VDP: Prior to that album, I had traveled with the Esso Trinidad Steel Band through the South. At one point, we were on a snowy country road in Arkansas, and the bus broke down. At that moment, a good American came out on his front porch, took his shotgun, and aimed it in the air and took a shot so that we would all know that he had a shotgun. There were other criminal offenses like that that I watched. The experience resulted in their album on Warner and the documentary [which comes packaged with the reissue of the Esso album] and my related pursuit of calypso. Now, the steel band was just a ha-ha-ha amusement—a novelty act—for Warner Brothers executives. But for me, it was a moment to pronounce my spectacularly sole objection to oil company practices. In 1969, I started paying attention to it with the spill off the coast of Santa Barbara. Discover America is about oil and our insatiable pursuit for oil. The steel band was a wonderful form to use. Steel is oil drums. I thought it would have a truly “cosmetic” value. I thought it would improve the cosmos.
Esso Trinidad Steel Band performing “Cecilia,” from the documentary about the band
TDS: There’s a lot of coded meaning in your albums. You have to listen really closely to appreciate what’s going on sometimes.
VDP: You never know exactly whether to actually hit the nail on the head or to use artfully the power of illusion, allusion, elusion. I heard once that Milton Berle had a term for a joke that hit you right on the head. It was called a “lappy” –- once it landed in your lap, it had no repetitive value. Better to hear a joke that’s worth repeating, or to enjoy in the repeating of it. To me, that is the priority consideration: durability. You want to know the song will drive down a Mexican road in twenty-five years with a healthy six-figure mileage. That’s what I’m thinking, and that’s what I try to do, and I think that’s why you even listen to that album. I’m very grateful that you listen because there’s nothing covetous in my effort. I was simply trying to get outside the box, to get outside this fuckin’ box, and that’s what calypso offered me. I believe that the poor will always be with us, and that you should always try to find out everything you can, and to celebrate the aims with reference to the underclass or the disenfranchised. It wasn’t something new that I wanted to do, to get out of the box. I wanted out of the box my entire life. I was not interested in towing the line for institutions and in institutions; I was suspicious of any group that would have me—an odd man out. The only way I got through the short time I had in public high school was by taking pictures of the football players and the basketball players, and in doing so I got their protection, because I made them look like gods.

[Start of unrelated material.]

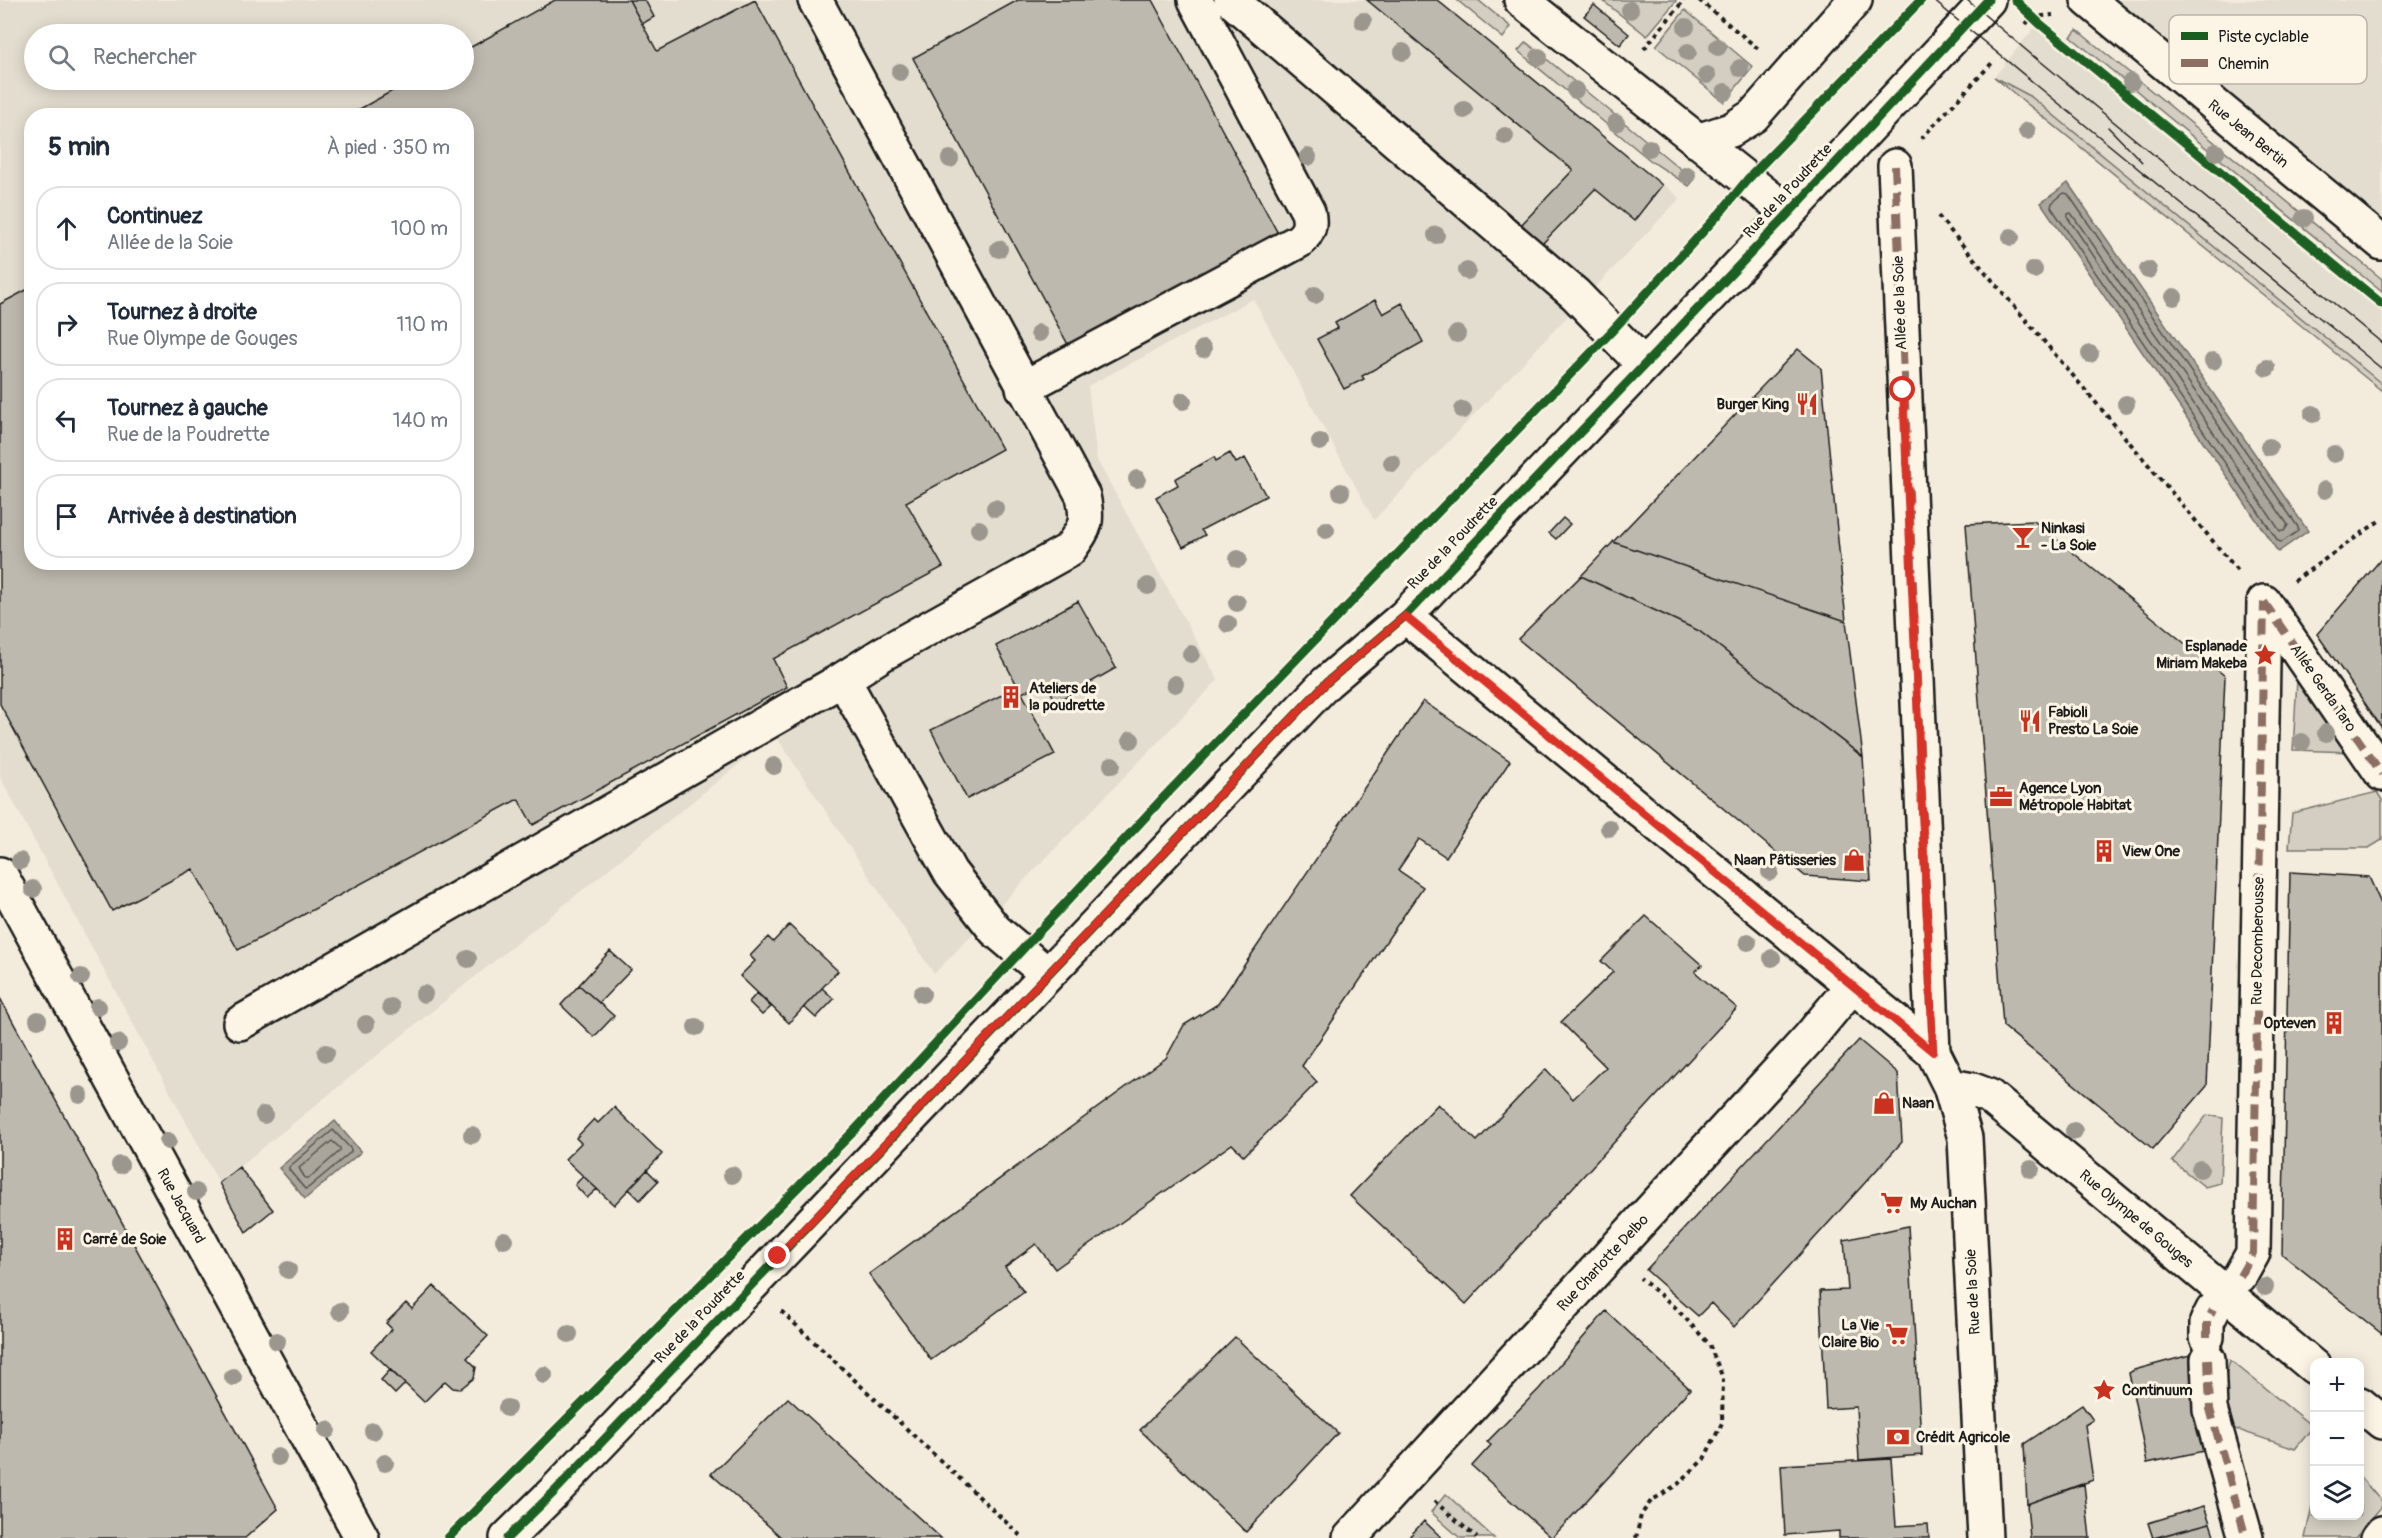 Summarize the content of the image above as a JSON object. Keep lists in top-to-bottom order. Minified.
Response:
{"streets":{"street":["Rue Jean Bertin","Rue de la Poudrette","Allée de la Soie","Allée Gerda Taro","Rue Decomberousse","Rue Jacquard","Rue Olympe de Gouges","Rue Charlotte Delbo","Rue de la Soie"]},"crossings":[["Allée de la Soie","Rue de la Soie"],["Allée Gerda Taro","Rue Decomberousse"],["Rue Olympe de Gouges","Rue de la Soie"]],"places":{"restaurant":["Burger King","Fabioli Presto La Soie"],"bar":["Ninkasi - La Soie"],"place":["Esplanade Miriam Makeba","Continuum"],"building":["Ateliers de la poudrette","View One","Opteven","Carré de Soie"],"office":["Agence Lyon Métropole Habitat"],"shop":["Naan Pâtisseries","Naan"],"supermarket":["My Auchan","La Vie Claire Bio"],"bank":["Crédit Agricole"]},"legend":["Piste cyclable","Chemin"],"page":{"search":"Rechercher","heading":["5 min","À pied · 350 m"],"list":[["Continuez","Allée de la Soie","100 m"],["Tournez à droite","Rue Olympe de Gouges","110 m"],["Tournez à gauche","Rue de la Poudrette","140 m"],"Arrivée à destination"],"map_buttons":["+","−"]}}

TDS: So you started out as a journalist!
VDP: [Laughs] Which of course is another imploded industry, so we have a real folie à deux here. It’s madness for two.

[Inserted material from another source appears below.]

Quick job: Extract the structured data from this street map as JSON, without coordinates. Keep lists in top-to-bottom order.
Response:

TDS: I want to talk about this dialogue you have with younger artists, like Joanna Newsom and Clare and the Reasons or Inara George. Do you think the younger artists you work with look up to you as a mentor?
VDP: I don’t see any mentoring in it. I am as obedient as anybody can be about the evidence that’s given, the Q.E.D. The arranger comes in after the fact. To me, arranging is the whole megillah. It’s producing, it’s thinking, it’s not being but it’s doing, and getting it done, and guaranteeing it, and making it happen. It’s reacting and not creating, and then hoping to be left the hell alone to get it done, because arranging is an absolutely contemplative process. It’s monastic, and anyone who says something else is welcome to his or her respective opinion—but fuck ‘em, they’re wrong. It is monastic, and it should be. As Zappa once said, it’s dancing about architecture: it’s not smart to talk about it. It’s not smart to preordain that a cello should come in at a high level. You can’t start an arrangement like that. You have to start to work. To me, not to know anything is the ultimate testing ground. I don’t think it’s important to know what you’re doing. I think it’s more important to know what everybody else is doing. Discover America was worth a moment of thinking about. It was the first record of its time.

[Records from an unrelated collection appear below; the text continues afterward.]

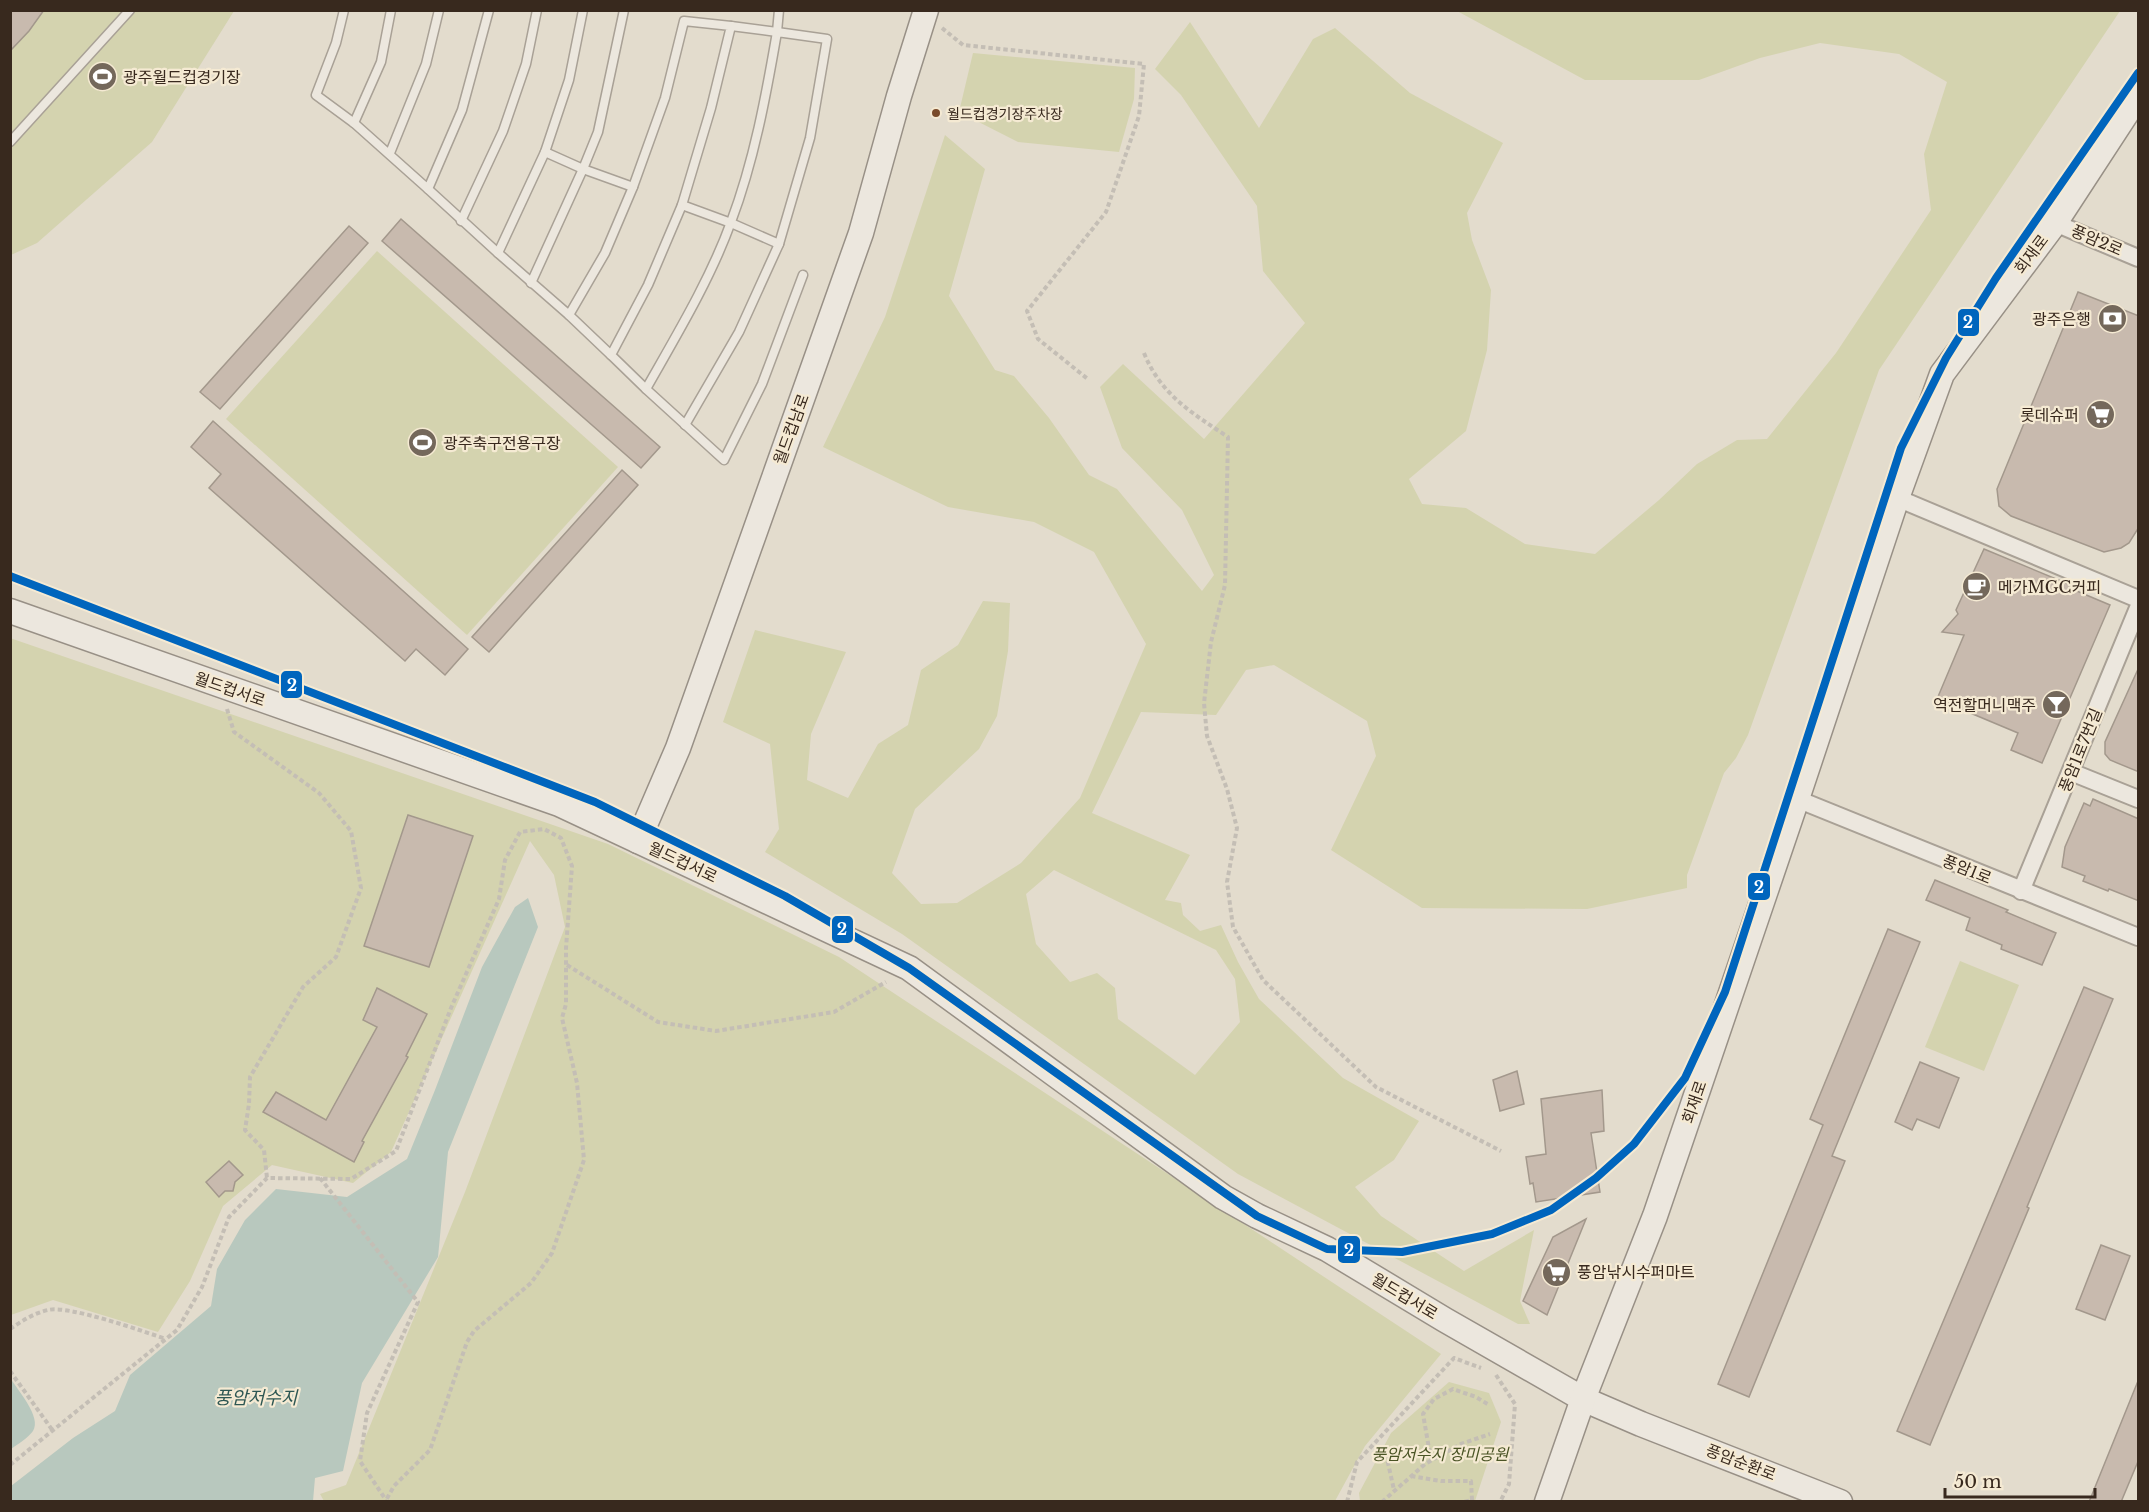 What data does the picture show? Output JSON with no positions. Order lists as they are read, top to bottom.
{
  "streets": {
    "street": [
      "풍암2로",
      "회재로",
      "월드컵남로",
      "월드컵서로",
      "풍암1로7번길",
      "풍암1로",
      "풍암순환로"
    ]
  },
  "crossings": [
    ["풍암2로", "회재로"],
    ["회재로", "월드컵서로"],
    ["회재로", "풍암1로"],
    ["월드컵남로", "월드컵서로"],
    ["월드컵서로", "풍암순환로"],
    ["풍암1로7번길", "풍암1로"]
  ],
  "water": ["풍암저수지"],
  "parks": ["풍암저수지 장미공원"],
  "places": {
    "sports": ["광주월드컵경기장", "광주축구전용구장"],
    "other": ["월드컵경기장주차장"],
    "bank": ["광주은행"],
    "supermarket": ["롯데슈퍼", "풍암낚시수퍼마트"],
    "cafe": ["메가MGC커피"],
    "bar": ["역전할머니맥주"]
  },
  "lines": ["transit line 2"],
  "scale_bar": "50 m"
}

Van Dyke Parks, “John Jones”
TDS: In what way?
VDP: My notoriety started when popular music went pop. When Andy Warhol was on a can. When Jasper Johns was red, white, and blue. There was the cartoon consciousness, the irreducible minimum, both in visual and audio, and the art of cliché, which is something I embrace. It was cliché to put into Song Cycle the presidential dirge I heard after the assassination of Jack Kennedy as they rolled his body down the streets in Washington. That’s in the march to the All Golden. It was the sights and sounds of the era. Journalistic in intent, and unfortunately for me, autobiographical by demand because I wasn’t interested in being somebody or being noticed.
TDS: Looking back on Song Cycle now, how did it change your perspective?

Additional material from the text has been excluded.